Earlier Communicate looked at some of the most glorious moments in tech from this decade. While there were too many great moments to count, there were also some moments that didn’t quite live up to the hype. Here’s a list of those moments in the world of tech.
While Instagram falls under one of the most glorious moments in tech from this decade, one of its sub-products didn’t quite make the cut. In fact, it was far from ever entering the race. IGTV, Instagram’s standalone video application which was supposed to be “the next generation’s TV viewing experience” bombed. Why? Well, one crucial factor was that users who wanted to create content on the platform needed to shoot in a vertical format instead of horizontal, which wasn’t quite appealing. Eventually, the founders dropped that format within a year’s time. Another reason was the lack of any playlist or curation features, which made navigating on the platform extremely difficult.
Arguably one of the biggest disasters in the history of tech from this decade, Google Glasses failed for a number of reasons. Before being released in retail, the parent brand invited early adopters in 2013 to shell out approximately $1,500 to get a prototype version of Glass and be part of its “Explorer Program.” The experiment ultimately failed as the early adopters mainly consisted of tech geeks and journalists, most of whom voiced very strong opinions about the dissatisfaction of the product online – ultimately damaging its reputation. Besides which the product didn’t have any clear benefits, to begin with, consumers didn’t really see the need to purchase it. The poor aesthetics of the product only motivated consumers in the opposite direction.
Samsung Galaxy Fold
Samsung Galaxy Fold was viewed with skepticism right from the moment it was announced. In fact, CNET held a live stream folding torture test to see how durable the product really is. The result?

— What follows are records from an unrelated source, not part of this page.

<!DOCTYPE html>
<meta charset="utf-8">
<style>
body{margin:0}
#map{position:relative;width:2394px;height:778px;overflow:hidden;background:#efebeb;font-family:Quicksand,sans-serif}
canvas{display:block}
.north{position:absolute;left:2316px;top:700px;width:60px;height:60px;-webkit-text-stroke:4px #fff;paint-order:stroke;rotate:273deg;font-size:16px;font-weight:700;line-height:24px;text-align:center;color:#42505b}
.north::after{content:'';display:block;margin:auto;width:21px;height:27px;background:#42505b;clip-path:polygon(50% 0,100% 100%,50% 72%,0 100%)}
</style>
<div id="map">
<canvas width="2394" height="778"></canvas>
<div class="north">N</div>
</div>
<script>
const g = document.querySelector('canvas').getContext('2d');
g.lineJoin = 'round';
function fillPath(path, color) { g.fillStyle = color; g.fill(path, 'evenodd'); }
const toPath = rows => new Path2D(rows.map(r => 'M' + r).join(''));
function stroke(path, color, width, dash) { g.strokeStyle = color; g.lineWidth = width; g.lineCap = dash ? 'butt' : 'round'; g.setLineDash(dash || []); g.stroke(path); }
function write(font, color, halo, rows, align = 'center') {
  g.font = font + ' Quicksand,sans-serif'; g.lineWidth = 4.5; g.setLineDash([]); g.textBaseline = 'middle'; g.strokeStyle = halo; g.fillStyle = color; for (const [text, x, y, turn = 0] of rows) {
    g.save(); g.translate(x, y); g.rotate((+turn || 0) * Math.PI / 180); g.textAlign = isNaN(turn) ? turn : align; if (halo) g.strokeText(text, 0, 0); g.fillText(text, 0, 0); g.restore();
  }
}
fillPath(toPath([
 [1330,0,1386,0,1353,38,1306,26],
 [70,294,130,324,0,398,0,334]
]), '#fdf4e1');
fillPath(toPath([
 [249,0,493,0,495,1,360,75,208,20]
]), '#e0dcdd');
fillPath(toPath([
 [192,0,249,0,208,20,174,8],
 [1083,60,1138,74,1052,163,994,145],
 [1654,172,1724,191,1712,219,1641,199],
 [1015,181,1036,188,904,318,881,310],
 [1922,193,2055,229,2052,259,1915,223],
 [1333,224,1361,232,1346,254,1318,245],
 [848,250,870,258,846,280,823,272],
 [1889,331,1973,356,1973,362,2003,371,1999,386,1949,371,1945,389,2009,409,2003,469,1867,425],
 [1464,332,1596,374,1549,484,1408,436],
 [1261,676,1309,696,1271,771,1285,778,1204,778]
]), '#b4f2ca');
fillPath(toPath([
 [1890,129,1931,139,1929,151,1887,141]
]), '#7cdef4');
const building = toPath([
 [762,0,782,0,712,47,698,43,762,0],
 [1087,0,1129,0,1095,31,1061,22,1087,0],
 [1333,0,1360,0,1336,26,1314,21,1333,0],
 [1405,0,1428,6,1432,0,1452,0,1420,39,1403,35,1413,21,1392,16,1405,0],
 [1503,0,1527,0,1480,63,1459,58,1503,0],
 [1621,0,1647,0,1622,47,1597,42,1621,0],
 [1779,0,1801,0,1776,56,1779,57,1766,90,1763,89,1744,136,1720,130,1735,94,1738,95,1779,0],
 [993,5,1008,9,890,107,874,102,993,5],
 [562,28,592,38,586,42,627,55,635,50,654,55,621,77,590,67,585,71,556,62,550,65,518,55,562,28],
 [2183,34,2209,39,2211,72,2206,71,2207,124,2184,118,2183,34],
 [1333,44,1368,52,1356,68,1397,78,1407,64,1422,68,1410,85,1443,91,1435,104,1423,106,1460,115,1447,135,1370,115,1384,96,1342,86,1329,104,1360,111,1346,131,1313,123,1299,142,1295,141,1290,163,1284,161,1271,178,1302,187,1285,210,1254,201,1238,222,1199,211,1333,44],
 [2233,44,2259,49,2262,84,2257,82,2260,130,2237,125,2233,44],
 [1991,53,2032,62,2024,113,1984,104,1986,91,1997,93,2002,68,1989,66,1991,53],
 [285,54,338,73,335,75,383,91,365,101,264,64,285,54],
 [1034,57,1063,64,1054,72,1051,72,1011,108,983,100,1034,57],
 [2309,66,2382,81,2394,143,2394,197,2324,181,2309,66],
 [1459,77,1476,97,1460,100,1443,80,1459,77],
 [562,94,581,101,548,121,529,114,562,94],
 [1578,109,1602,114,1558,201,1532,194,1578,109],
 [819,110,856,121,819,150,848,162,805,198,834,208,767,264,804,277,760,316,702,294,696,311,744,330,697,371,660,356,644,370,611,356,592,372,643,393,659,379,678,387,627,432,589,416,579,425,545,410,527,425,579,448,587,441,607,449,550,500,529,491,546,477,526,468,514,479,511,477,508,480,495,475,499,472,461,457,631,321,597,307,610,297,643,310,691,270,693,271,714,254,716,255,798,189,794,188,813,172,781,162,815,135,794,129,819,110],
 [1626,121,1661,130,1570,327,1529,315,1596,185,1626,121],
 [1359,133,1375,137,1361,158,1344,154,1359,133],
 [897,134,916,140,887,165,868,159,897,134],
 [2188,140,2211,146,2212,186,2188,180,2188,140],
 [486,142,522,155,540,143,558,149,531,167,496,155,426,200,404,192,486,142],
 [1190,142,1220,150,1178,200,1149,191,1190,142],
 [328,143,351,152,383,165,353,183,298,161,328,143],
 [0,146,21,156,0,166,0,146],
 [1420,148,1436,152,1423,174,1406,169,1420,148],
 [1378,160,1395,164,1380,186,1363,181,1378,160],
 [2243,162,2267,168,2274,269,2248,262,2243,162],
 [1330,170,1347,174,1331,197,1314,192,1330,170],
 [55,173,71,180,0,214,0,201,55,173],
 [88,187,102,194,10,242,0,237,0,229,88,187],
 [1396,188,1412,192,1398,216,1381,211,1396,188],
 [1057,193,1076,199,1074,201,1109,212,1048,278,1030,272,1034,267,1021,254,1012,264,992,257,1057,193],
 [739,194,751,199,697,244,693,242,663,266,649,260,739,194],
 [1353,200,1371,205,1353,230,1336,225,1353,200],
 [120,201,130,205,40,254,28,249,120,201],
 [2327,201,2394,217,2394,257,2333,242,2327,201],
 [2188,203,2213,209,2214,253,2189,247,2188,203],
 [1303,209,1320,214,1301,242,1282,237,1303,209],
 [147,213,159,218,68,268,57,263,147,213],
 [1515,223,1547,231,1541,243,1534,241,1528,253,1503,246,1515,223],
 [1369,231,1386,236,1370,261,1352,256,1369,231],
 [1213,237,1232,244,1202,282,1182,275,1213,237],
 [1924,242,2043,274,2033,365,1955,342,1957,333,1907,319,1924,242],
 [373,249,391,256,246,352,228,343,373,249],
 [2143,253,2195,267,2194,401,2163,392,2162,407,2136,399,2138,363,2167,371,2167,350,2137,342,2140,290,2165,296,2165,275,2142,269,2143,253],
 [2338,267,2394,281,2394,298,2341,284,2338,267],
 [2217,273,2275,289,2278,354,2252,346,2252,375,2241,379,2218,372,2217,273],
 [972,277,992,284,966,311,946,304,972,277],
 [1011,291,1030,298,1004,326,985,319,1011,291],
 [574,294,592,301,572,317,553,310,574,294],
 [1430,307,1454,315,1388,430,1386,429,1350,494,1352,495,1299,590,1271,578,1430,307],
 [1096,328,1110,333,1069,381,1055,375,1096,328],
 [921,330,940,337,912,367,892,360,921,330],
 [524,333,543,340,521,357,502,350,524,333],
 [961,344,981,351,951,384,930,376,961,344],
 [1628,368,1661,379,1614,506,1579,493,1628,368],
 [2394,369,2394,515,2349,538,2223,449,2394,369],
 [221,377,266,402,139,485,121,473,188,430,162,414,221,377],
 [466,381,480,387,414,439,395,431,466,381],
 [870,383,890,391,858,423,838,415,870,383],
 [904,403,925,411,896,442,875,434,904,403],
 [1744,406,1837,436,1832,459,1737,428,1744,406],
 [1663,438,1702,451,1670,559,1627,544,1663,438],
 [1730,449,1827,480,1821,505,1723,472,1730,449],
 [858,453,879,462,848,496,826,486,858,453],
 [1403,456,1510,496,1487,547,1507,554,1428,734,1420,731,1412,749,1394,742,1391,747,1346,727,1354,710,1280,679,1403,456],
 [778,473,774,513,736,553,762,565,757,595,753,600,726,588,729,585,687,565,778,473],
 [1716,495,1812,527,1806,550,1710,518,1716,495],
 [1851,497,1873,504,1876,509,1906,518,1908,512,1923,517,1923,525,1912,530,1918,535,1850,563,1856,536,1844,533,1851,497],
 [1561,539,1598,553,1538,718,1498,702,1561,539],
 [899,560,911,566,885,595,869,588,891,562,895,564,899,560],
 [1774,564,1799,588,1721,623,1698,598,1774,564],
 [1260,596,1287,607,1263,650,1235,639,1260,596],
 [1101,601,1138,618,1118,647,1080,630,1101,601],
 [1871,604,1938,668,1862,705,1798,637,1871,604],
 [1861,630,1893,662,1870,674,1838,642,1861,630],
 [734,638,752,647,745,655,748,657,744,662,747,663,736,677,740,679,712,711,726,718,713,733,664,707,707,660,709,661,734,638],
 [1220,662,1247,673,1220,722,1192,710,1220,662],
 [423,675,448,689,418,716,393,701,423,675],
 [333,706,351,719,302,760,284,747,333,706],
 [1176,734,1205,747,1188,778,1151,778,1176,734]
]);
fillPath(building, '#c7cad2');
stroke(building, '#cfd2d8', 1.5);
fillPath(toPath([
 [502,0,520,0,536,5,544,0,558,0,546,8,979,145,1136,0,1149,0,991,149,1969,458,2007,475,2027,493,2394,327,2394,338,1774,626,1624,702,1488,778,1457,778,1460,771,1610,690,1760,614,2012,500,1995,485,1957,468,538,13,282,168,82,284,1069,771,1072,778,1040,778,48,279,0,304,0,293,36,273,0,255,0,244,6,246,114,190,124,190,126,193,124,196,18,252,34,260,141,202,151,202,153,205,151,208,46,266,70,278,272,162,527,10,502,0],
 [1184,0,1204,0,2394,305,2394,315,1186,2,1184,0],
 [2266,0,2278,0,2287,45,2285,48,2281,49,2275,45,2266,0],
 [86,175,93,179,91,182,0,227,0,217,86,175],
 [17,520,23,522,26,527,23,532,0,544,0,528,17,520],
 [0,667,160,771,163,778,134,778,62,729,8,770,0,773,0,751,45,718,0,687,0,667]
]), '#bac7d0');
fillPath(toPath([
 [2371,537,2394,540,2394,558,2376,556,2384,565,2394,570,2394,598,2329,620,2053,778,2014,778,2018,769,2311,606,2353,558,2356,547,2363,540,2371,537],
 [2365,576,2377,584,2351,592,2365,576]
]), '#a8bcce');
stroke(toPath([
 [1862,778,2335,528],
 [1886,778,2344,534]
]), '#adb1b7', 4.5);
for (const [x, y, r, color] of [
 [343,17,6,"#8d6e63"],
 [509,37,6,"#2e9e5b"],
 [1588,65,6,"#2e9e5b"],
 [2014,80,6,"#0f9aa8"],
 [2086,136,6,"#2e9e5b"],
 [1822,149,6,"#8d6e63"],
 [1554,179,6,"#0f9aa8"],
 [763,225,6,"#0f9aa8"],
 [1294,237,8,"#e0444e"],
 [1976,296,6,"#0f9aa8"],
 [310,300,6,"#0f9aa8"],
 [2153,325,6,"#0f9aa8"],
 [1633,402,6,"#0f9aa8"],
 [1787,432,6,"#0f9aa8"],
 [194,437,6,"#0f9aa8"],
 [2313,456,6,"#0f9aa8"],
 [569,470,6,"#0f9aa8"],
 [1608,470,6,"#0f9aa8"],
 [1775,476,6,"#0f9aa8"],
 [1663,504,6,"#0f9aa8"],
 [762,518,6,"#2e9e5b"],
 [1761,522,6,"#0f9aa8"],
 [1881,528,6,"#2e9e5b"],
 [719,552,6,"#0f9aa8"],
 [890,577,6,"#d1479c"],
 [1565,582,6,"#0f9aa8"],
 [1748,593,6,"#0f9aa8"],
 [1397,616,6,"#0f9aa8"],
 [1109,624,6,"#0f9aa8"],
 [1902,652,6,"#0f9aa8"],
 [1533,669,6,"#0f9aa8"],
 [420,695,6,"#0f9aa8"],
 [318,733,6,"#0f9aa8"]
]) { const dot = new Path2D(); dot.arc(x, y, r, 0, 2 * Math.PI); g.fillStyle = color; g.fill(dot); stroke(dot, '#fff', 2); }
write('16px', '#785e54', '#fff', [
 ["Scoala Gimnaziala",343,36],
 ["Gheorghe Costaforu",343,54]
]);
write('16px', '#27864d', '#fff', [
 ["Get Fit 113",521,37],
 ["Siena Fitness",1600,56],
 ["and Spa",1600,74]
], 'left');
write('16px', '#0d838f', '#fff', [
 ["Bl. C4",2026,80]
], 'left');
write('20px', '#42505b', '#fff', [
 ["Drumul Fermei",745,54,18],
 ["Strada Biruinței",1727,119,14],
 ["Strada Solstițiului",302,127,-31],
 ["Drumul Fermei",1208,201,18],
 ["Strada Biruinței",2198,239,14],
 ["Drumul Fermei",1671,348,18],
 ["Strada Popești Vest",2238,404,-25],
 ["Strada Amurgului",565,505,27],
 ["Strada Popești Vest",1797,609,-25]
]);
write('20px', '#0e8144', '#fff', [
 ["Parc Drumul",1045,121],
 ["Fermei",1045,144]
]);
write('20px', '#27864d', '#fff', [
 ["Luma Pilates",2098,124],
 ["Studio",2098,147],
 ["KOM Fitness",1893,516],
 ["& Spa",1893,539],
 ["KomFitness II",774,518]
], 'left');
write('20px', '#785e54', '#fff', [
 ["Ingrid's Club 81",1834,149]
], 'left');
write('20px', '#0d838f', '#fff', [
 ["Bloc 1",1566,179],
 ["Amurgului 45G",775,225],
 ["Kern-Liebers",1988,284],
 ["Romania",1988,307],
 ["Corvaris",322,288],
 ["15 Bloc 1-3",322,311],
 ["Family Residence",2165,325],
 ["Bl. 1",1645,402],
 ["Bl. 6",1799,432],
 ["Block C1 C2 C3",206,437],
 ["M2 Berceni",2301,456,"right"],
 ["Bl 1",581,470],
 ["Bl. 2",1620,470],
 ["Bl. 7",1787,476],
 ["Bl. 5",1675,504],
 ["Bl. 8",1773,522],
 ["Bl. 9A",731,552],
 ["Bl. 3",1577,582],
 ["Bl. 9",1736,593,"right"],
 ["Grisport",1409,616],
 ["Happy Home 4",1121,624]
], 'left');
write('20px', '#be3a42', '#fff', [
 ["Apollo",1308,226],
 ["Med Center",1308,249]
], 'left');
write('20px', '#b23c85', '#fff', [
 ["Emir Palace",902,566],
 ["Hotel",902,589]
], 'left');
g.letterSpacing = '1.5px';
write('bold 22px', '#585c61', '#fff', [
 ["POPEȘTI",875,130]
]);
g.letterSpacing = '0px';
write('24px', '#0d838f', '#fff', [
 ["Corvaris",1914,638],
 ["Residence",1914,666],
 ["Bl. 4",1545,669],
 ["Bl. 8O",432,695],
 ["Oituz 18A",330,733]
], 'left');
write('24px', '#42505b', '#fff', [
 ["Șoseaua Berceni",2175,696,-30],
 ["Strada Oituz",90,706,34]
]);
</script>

— CNET (@CNET) October 4, 2019
While the product fell short of Samsung’s claim of surviving 200,000 folds, the problem lies with its fragile condition. The product design has features that make it easy for debris to damage the display. While the brand has since released an updated version that is sturdier in design, damage from the previous one has left an impact on consumers who wonder whether an investment of AED 7399 is really worth it?
2010 was supposed to mark the revolution of the ebook. Amazon’s Kindle was pioneering the way forward in digital reading and publishing. All signs were pointing to the fact that the ebook was here to stay. But that so-called revolution didn’t happen: in fact, the sale of print books began to soar. The reasons are plenty: a sense of ownership is lost when it comes to purchasing ebooks, the price is the same as compared to their physical counterparts, etc. One study revealed that readers found it difficult to recall plot details of a mystery story when they read it on Kindle, as opposed to reading a physical copy. It’s interesting to note that this is one of the few industries where millennials prefer the old-fashioned style, as a study by Nielsen reveals that physical books in the U.K. are purchased by people under the age of 44, while 52% of ebooks are bought by those over 45.